Problem statement: Make an exact copy of the records below. Include every line.

Stored items
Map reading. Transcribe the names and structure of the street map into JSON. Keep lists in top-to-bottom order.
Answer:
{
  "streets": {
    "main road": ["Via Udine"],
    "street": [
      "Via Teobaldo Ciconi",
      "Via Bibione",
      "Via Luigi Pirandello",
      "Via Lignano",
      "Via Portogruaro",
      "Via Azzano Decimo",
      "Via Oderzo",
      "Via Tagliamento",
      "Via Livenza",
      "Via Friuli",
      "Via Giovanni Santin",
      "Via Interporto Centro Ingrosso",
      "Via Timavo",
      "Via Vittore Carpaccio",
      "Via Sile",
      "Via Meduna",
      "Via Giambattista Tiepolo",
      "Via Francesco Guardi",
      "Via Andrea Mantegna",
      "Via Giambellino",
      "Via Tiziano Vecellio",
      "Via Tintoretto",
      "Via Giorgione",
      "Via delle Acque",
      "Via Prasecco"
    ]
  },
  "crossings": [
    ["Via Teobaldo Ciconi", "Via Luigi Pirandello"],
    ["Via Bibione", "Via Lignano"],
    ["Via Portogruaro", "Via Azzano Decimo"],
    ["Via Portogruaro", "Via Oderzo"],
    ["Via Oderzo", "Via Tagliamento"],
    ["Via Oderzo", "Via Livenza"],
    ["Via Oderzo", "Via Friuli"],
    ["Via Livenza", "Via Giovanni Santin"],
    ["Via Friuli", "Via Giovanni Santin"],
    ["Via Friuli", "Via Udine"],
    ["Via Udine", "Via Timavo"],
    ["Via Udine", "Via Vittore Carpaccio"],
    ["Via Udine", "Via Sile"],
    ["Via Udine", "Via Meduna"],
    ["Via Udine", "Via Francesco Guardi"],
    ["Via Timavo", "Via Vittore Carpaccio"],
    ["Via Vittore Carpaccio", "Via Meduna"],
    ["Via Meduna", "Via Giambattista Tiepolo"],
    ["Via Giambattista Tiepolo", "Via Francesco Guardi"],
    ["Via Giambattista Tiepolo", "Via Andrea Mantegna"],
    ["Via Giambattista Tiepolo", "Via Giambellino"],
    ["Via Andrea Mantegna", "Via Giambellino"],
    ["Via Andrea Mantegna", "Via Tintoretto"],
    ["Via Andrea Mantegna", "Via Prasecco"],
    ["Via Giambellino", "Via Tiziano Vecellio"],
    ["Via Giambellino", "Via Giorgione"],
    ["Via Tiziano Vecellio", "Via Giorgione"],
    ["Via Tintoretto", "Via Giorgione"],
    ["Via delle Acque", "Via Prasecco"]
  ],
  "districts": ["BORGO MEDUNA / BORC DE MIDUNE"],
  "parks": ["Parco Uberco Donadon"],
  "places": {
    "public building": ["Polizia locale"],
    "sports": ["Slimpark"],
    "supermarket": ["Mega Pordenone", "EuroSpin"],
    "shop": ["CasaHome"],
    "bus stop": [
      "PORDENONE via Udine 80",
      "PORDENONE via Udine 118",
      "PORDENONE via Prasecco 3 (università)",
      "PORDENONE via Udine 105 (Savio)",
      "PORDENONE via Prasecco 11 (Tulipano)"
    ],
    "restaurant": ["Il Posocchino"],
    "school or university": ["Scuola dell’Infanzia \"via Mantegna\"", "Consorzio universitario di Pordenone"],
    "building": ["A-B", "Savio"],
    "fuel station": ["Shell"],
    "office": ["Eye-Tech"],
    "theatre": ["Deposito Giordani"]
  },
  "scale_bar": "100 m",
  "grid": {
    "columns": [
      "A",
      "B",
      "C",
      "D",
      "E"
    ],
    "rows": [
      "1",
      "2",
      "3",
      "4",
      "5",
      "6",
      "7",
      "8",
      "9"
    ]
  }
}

Answer below:
Map reading. Transcribe the names and structure of the street map into JSON. Keep lists in top-to-bottom order.
Answer:
{
  "streets": {
    "main road": ["Via Udine"],
    "street": [
      "Via Teobaldo Ciconi",
      "Via Bibione",
      "Via Luigi Pirandello",
      "Via Lignano",
      "Via Portogruaro",
      "Via Azzano Decimo",
      "Via Oderzo",
      "Via Tagliamento",
      "Via Livenza",
      "Via Friuli",
      "Via Giovanni Santin",
      "Via Interporto Centro Ingrosso",
      "Via Timavo",
      "Via Vittore Carpaccio",
      "Via Sile",
      "Via Meduna",
      "Via Giambattista Tiepolo",
      "Via Francesco Guardi",
      "Via Andrea Mantegna",
      "Via Giambellino",
      "Via Tiziano Vecellio",
      "Via Tintoretto",
      "Via Giorgione",
      "Via delle Acque",
      "Via Prasecco"
    ]
  },
  "crossings": [
    ["Via Teobaldo Ciconi", "Via Luigi Pirandello"],
    ["Via Bibione", "Via Lignano"],
    ["Via Portogruaro", "Via Azzano Decimo"],
    ["Via Portogruaro", "Via Oderzo"],
    ["Via Oderzo", "Via Tagliamento"],
    ["Via Oderzo", "Via Livenza"],
    ["Via Oderzo", "Via Friuli"],
    ["Via Livenza", "Via Giovanni Santin"],
    ["Via Friuli", "Via Giovanni Santin"],
    ["Via Friuli", "Via Udine"],
    ["Via Udine", "Via Timavo"],
    ["Via Udine", "Via Vittore Carpaccio"],
    ["Via Udine", "Via Sile"],
    ["Via Udine", "Via Meduna"],
    ["Via Udine", "Via Francesco Guardi"],
    ["Via Timavo", "Via Vittore Carpaccio"],
    ["Via Vittore Carpaccio", "Via Meduna"],
    ["Via Meduna", "Via Giambattista Tiepolo"],
    ["Via Giambattista Tiepolo", "Via Francesco Guardi"],
    ["Via Giambattista Tiepolo", "Via Andrea Mantegna"],
    ["Via Giambattista Tiepolo", "Via Giambellino"],
    ["Via Andrea Mantegna", "Via Giambellino"],
    ["Via Andrea Mantegna", "Via Tintoretto"],
    ["Via Andrea Mantegna", "Via Prasecco"],
    ["Via Giambellino", "Via Tiziano Vecellio"],
    ["Via Giambellino", "Via Giorgione"],
    ["Via Tiziano Vecellio", "Via Giorgione"],
    ["Via Tintoretto", "Via Giorgione"],
    ["Via delle Acque", "Via Prasecco"]
  ],
  "districts": ["BORGO MEDUNA / BORC DE MIDUNE"],
  "parks": ["Parco Uberco Donadon"],
  "places": {
    "public building": ["Polizia locale"],
    "sports": ["Slimpark"],
    "supermarket": ["Mega Pordenone", "EuroSpin"],
    "shop": ["CasaHome"],
    "bus stop": [
      "PORDENONE via Udine 80",
      "PORDENONE via Udine 118",
      "PORDENONE via Prasecco 3 (università)",
      "PORDENONE via Udine 105 (Savio)",
      "PORDENONE via Prasecco 11 (Tulipano)"
    ],
    "restaurant": ["Il Posocchino"],
    "school or university": ["Scuola dell’Infanzia \"via Mantegna\"", "Consorzio universitario di Pordenone"],
    "building": ["A-B", "Savio"],
    "fuel station": ["Shell"],
    "office": ["Eye-Tech"],
    "theatre": ["Deposito Giordani"]
  },
  "scale_bar": "100 m",
  "grid": {
    "columns": [
      "A",
      "B",
      "C",
      "D",
      "E"
    ],
    "rows": [
      "1",
      "2",
      "3",
      "4",
      "5",
      "6",
      "7",
      "8",
      "9"
    ]
  }
}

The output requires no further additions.